• Extracted data:
——————————

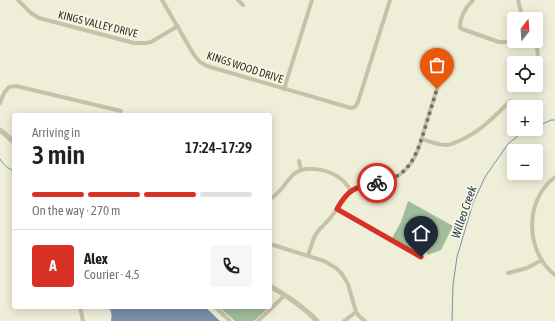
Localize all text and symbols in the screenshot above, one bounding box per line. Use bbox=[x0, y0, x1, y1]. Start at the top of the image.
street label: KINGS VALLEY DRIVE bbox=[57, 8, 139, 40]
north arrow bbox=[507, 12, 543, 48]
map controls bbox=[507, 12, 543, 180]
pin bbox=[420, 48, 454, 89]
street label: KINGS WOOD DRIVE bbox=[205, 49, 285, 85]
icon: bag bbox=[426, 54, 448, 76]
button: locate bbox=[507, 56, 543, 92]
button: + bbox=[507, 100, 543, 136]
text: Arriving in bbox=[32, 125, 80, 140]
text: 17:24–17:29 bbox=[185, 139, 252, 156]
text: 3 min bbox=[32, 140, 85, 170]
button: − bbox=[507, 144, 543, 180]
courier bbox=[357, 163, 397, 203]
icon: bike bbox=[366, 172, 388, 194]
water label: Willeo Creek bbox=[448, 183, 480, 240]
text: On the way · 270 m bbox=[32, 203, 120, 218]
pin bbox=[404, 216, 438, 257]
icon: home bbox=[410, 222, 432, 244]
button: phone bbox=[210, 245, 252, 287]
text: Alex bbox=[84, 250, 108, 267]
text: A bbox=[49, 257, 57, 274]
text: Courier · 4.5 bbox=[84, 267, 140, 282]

——————————

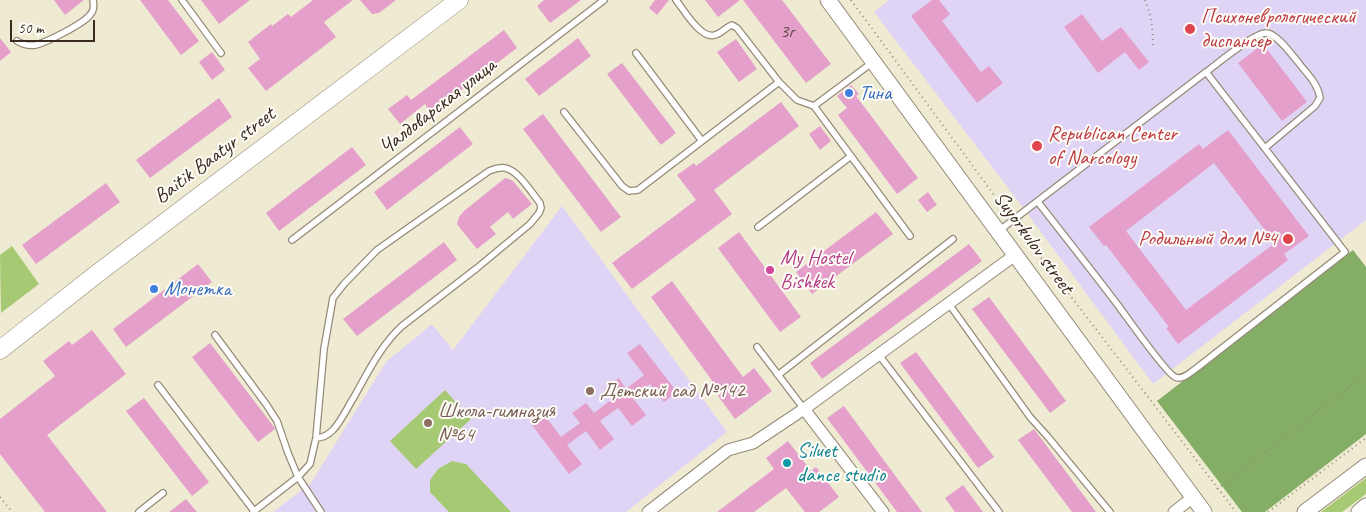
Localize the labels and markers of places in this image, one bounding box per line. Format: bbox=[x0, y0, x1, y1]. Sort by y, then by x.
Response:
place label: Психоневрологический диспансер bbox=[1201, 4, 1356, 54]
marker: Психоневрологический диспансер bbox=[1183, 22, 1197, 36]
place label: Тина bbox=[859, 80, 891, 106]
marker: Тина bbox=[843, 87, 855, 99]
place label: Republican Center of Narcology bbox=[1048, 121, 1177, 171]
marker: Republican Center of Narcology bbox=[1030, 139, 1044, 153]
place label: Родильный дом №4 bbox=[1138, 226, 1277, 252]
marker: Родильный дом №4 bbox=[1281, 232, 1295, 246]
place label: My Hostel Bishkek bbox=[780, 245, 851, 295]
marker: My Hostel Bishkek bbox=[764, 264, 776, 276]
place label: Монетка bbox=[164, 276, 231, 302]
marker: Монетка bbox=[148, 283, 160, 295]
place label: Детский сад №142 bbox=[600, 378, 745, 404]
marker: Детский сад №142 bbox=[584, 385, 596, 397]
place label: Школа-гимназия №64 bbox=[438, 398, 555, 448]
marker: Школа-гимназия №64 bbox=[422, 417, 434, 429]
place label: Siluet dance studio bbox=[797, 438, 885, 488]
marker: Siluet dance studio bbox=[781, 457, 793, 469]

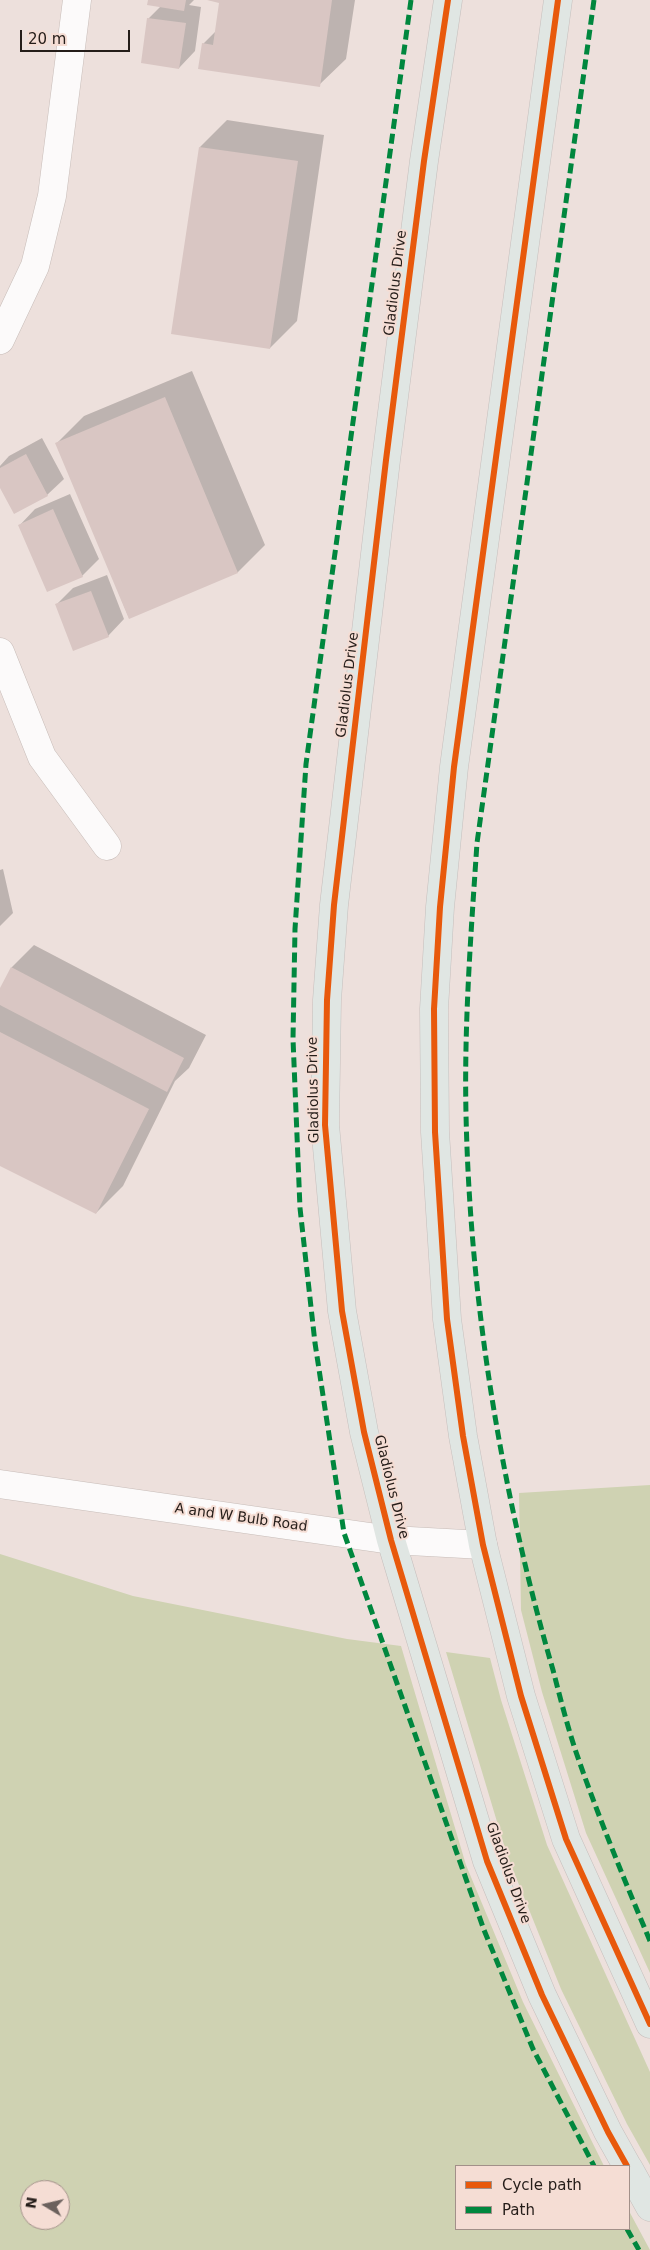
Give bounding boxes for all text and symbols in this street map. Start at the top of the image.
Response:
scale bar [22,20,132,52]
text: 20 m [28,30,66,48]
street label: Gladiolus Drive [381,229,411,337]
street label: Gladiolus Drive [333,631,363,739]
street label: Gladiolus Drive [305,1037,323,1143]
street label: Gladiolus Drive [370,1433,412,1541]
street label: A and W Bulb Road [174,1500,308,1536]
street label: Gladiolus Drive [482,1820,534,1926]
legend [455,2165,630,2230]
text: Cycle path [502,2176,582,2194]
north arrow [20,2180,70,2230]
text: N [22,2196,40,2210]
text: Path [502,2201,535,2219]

——————————

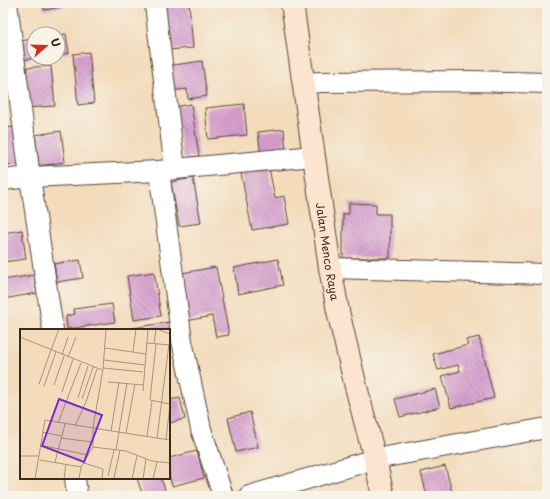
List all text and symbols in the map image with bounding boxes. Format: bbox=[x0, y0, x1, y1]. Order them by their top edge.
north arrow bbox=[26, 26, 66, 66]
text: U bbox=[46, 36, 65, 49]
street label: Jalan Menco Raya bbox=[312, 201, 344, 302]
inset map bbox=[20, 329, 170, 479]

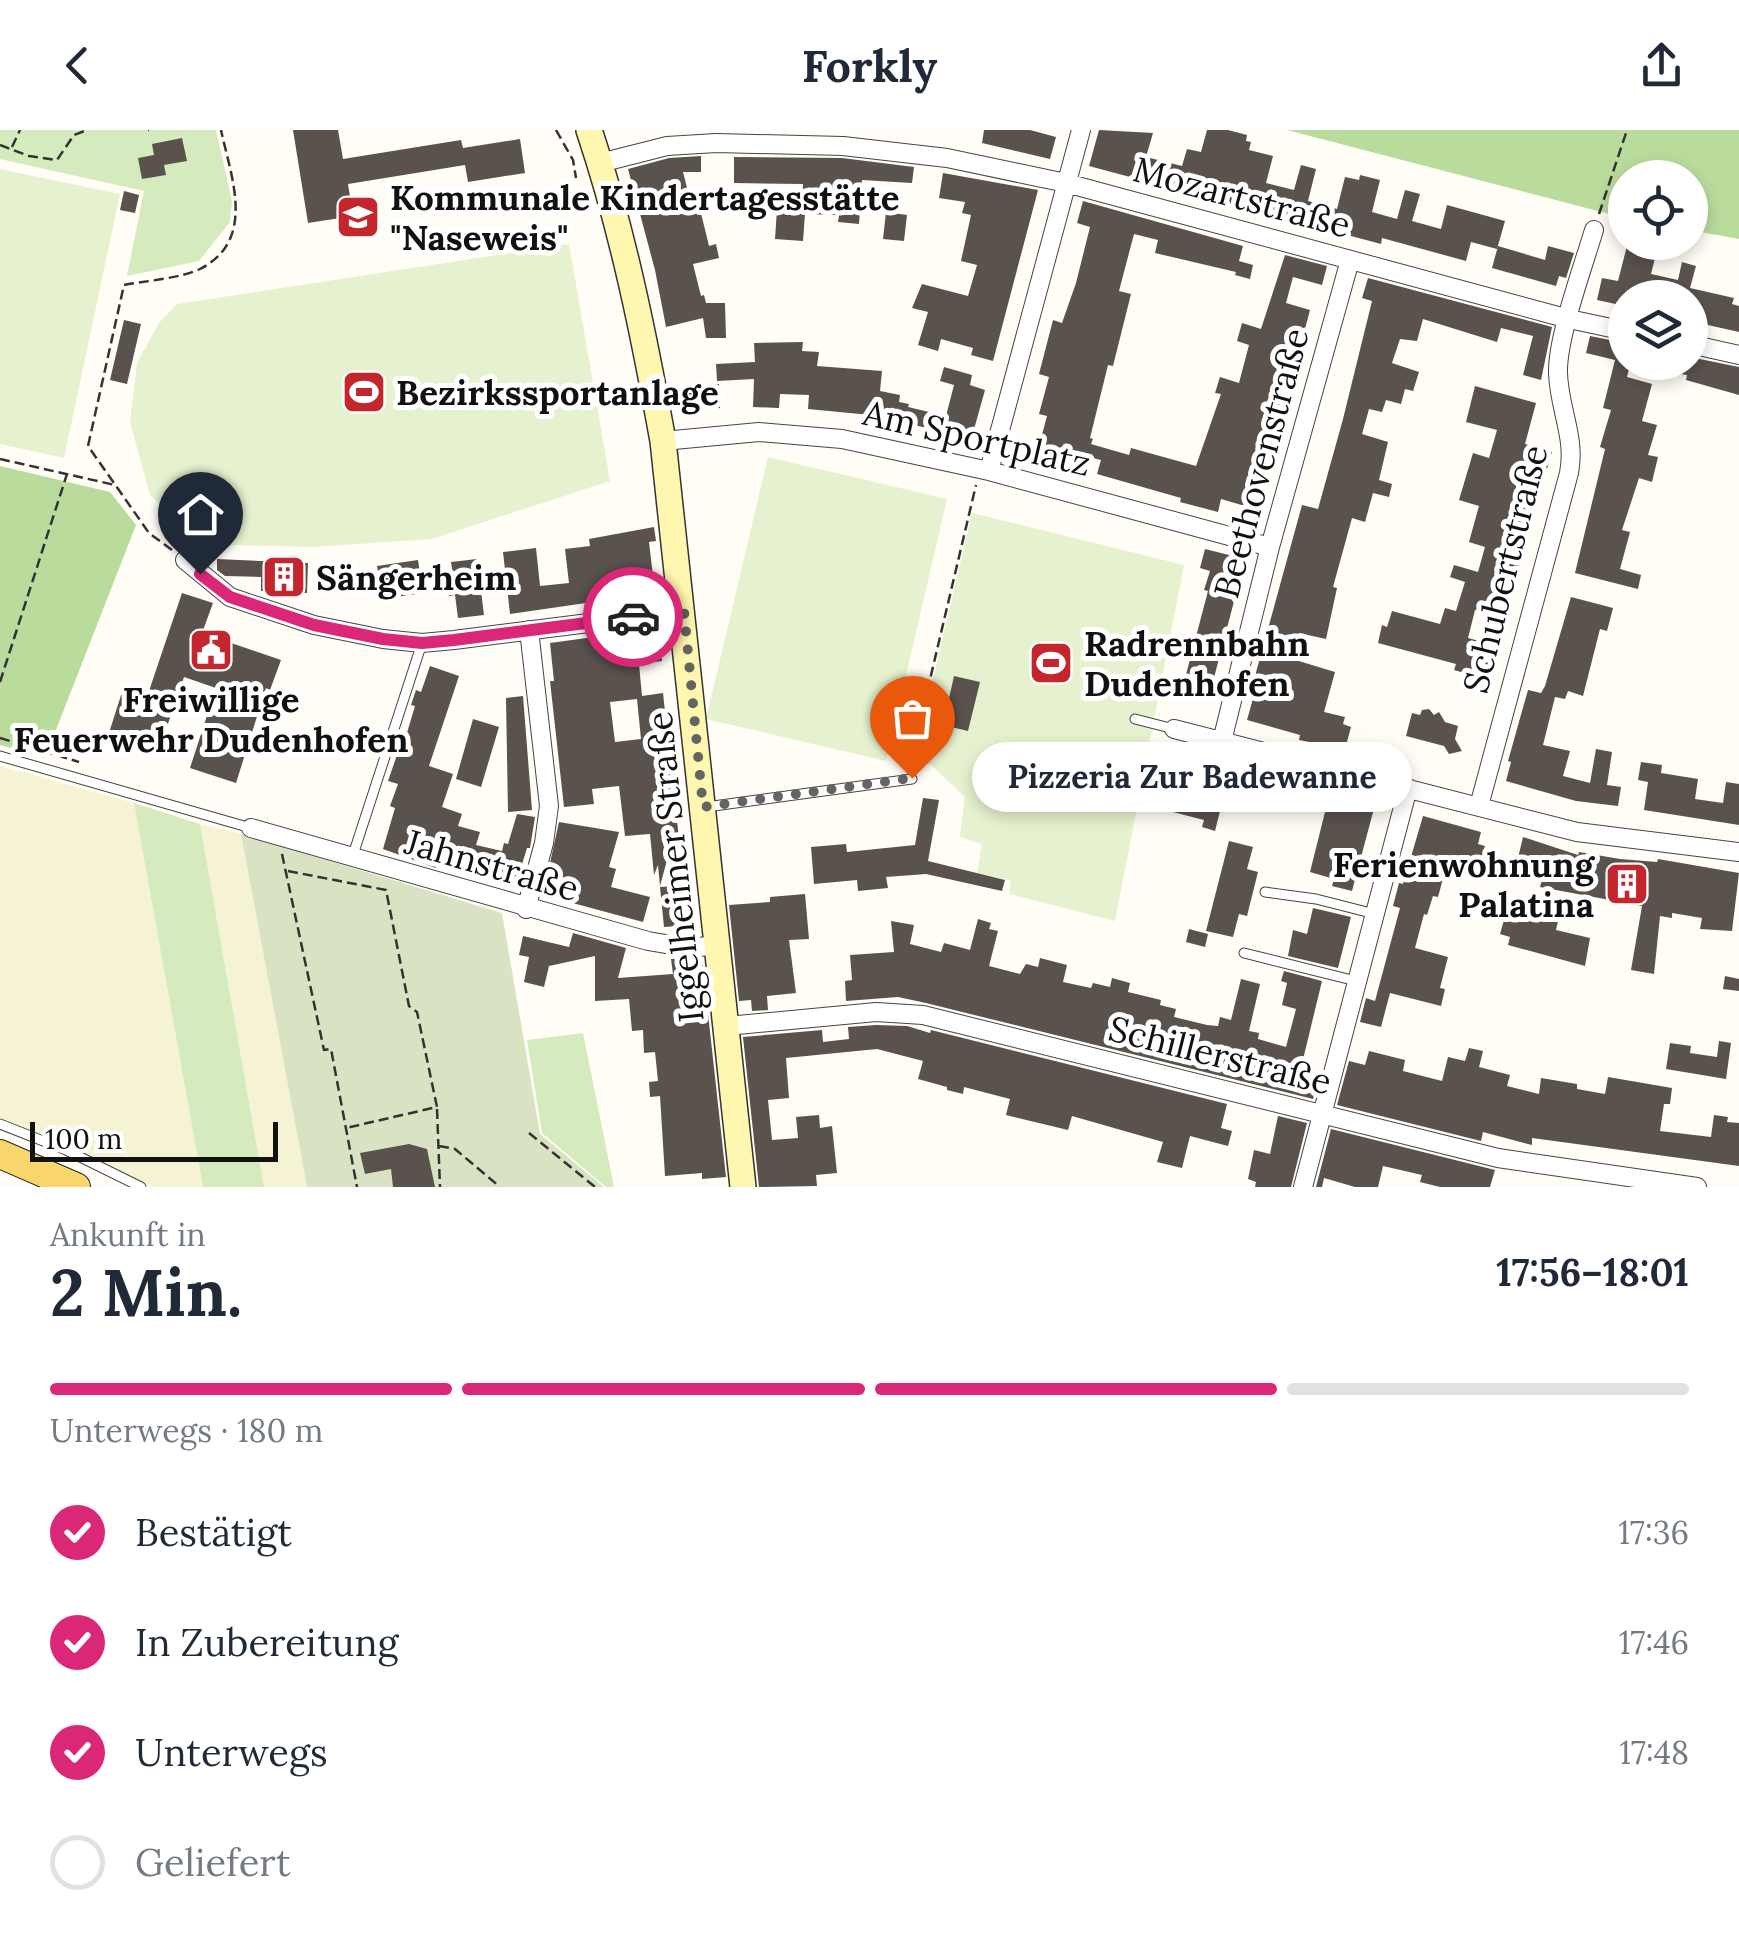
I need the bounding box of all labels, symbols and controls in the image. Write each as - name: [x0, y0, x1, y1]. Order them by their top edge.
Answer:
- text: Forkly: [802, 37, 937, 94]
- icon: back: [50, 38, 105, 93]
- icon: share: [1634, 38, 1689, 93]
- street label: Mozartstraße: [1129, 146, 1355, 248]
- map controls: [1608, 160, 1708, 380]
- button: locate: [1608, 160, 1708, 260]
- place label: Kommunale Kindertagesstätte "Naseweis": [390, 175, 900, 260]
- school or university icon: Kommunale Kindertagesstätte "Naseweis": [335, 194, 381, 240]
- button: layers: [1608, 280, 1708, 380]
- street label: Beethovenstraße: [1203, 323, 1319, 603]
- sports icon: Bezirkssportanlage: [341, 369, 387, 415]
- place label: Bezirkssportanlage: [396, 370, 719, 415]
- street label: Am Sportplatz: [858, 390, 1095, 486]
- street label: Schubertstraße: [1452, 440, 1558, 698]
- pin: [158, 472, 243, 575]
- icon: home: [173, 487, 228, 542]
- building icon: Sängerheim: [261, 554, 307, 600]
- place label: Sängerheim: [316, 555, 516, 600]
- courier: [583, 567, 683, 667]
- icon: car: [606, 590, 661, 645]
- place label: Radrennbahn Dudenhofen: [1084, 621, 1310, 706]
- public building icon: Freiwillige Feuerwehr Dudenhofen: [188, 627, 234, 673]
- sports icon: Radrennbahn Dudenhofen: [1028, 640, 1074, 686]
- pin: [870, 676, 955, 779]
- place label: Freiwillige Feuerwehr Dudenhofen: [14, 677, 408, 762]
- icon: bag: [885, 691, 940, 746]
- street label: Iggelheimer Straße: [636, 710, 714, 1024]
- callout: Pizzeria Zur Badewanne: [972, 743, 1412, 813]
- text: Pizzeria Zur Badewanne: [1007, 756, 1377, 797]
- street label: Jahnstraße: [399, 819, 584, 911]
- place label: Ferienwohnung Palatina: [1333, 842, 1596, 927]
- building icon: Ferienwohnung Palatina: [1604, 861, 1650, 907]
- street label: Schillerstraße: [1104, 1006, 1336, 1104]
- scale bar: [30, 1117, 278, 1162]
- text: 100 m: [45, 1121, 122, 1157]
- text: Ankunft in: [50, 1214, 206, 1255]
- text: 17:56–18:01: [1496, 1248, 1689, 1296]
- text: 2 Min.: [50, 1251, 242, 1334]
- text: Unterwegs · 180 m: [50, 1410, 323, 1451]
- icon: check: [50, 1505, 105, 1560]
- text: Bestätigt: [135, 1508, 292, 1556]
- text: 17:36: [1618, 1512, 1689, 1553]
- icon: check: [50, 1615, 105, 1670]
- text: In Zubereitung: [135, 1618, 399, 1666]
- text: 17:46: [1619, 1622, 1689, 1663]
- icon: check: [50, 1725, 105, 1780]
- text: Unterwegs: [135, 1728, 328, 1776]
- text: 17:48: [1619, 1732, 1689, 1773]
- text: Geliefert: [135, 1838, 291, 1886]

——————————

• Instructions for the task:
Look above for the line with "List all text" and the line with "I need the bounding". Output those two and everything between them exactly, pictures excluded.

• Response:
List all text and symbols in the map image with bounding boxes. Format: bbox=[x0, y0, x1, y1]. Order them by their top edge.
north arrow bbox=[26, 26, 66, 66]
text: U bbox=[46, 36, 65, 49]
street label: Jalan Menco Raya bbox=[312, 201, 344, 302]
inset map bbox=[20, 329, 170, 479]

I need the bounding box of all labels, symbols and controls in the image. Write each as - name: [x0, y0, x1, y1]. Order them by their top edge.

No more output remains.